In this way, you keep the
main thing the main thing. That main thing in this case is serving your core audience.

At this point, I’m hoping you see the light, realizing that becoming a brand publisher isn’t necessary for your company to be successful at content marketing.

If you’re ready to chart a solid, more reliable path to success, it begins with turning away the four horsemen of content marketing failure.

We’ve banished the first horsemen. Let’s do the same with the other three.

Choose the right goals for your business

Whenever I sit down with a prospect to discuss their business, I open up my notebook and write down the following three phrases, including a checkbox next to each, on a sheet of paper:

  • “…Be successful.”
  • “…Rank No. 1 in Google.”
  • “…Increase…conversions.”

Then I ask “What are your goals for the business?” all the while knowing full well the answer will be one of the three things I’ve written down.

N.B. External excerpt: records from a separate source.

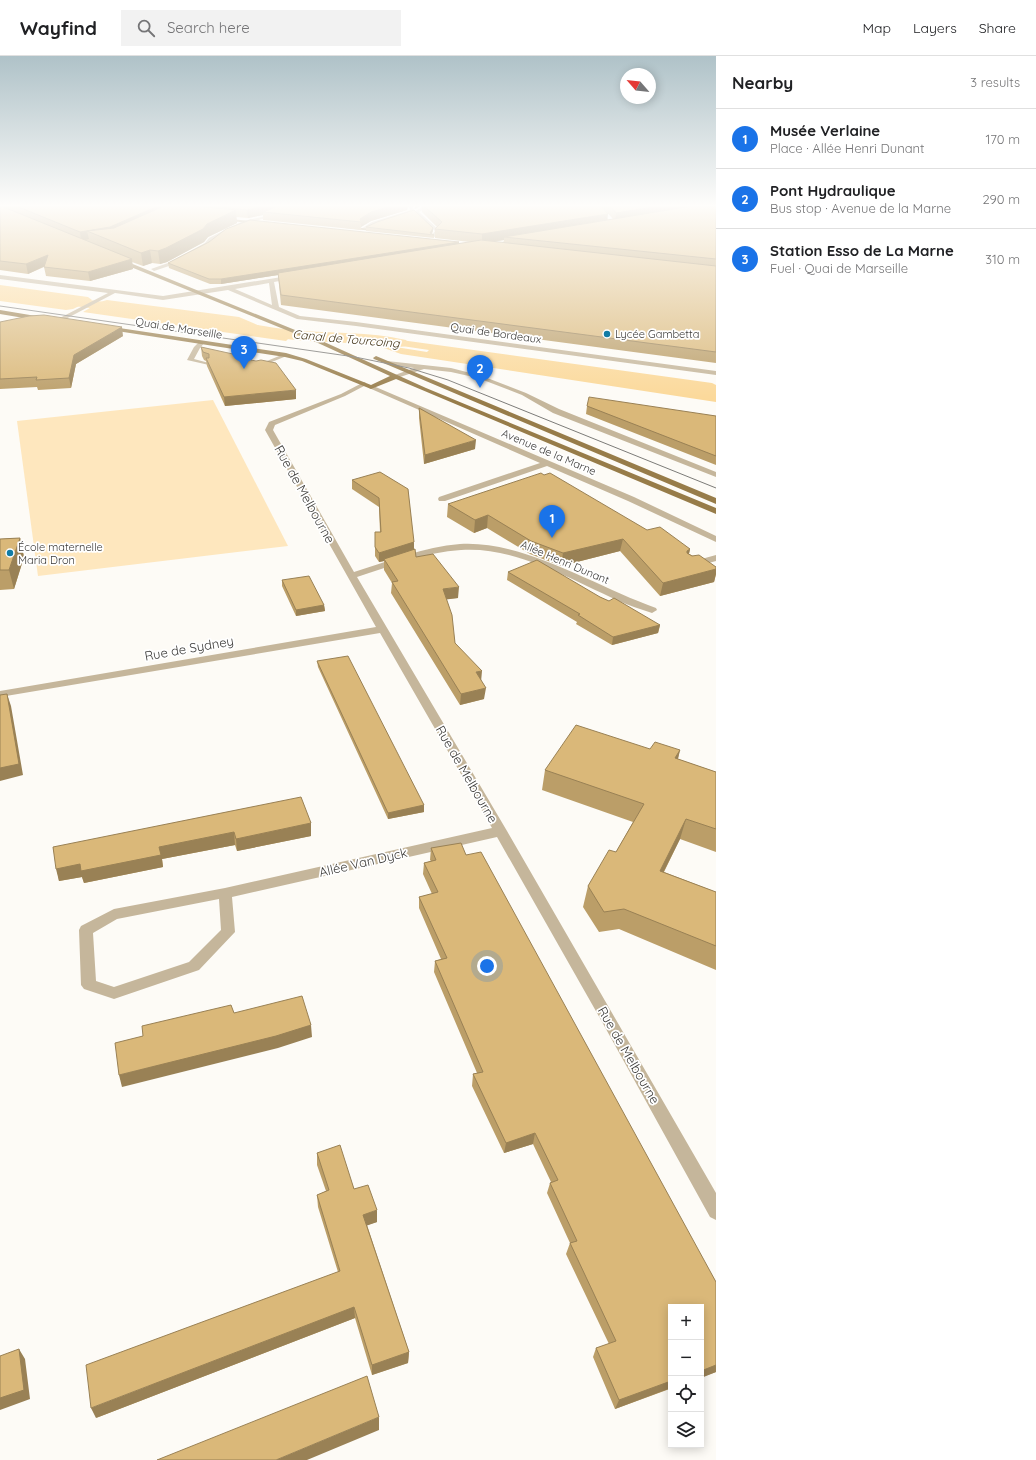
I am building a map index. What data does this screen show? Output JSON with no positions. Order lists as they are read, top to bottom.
{
  "streets": {
    "main road": ["Quai de Marseille", "Avenue de la Marne"],
    "street": [
      "Quai de Bordeaux",
      "Rue de Melbourne",
      "Allée Henri Dunant",
      "Rue de Sydney",
      "Allée Van Dyck"
    ]
  },
  "crossings": [
    ["Quai de Marseille", "Avenue de la Marne"],
    ["Avenue de la Marne", "Rue de Melbourne"],
    ["Rue de Melbourne", "Allée Henri Dunant"],
    ["Rue de Melbourne", "Rue de Sydney"],
    ["Rue de Melbourne", "Allée Van Dyck"]
  ],
  "water": ["Canal de Tourcoing"],
  "places": ["Lycée Gambetta", "École maternelle Maria Dron"],
  "north": "top left",
  "page": {
    "header": "Wayfind",
    "search": "Search here",
    "nav": ["Map", "Layers", "Share"],
    "heading": ["Nearby", "3 results"],
    "list": [
      {
        "mark": "1",
        "name": "Musée Verlaine",
        "note": "Place · Allée Henri Dunant",
        "value": "170 m"
      },
      {
        "mark": "2",
        "name": "Pont Hydraulique",
        "note": "Bus stop · Avenue de la Marne",
        "value": "290 m"
      },
      {
        "mark": "3",
        "name": "Station Esso de La Marne",
        "note": "Fuel · Quai de Marseille",
        "value": "310 m"
      }
    ],
    "pins": ["3", "2", "1"],
    "map_buttons": ["+", "−"]
  }
}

The followup question, too, is canned: “What are you doing to get there?” That answer, too, is typically never a surprise: “That’s what you’re here for, right?”

Wrong!

After I’ve apprised them that the shortest path to failure is not
having a clear view of their goals, I have their attention and they are ready to begin the goal-setting process.

Here’s the catch: Only you and your team can decide what those goals are/should be. It’s important that the goals take into account the entirety of the business, not just SEO, content, social media, etc.

Also, I’ve found it helps if the metrics assigned to measure a business’s success toward their goals are meaningful (e.g., a sincere help to the overall business) and clearly communicated (e.g., everyone involved is aware of what they’re working for and being judged against).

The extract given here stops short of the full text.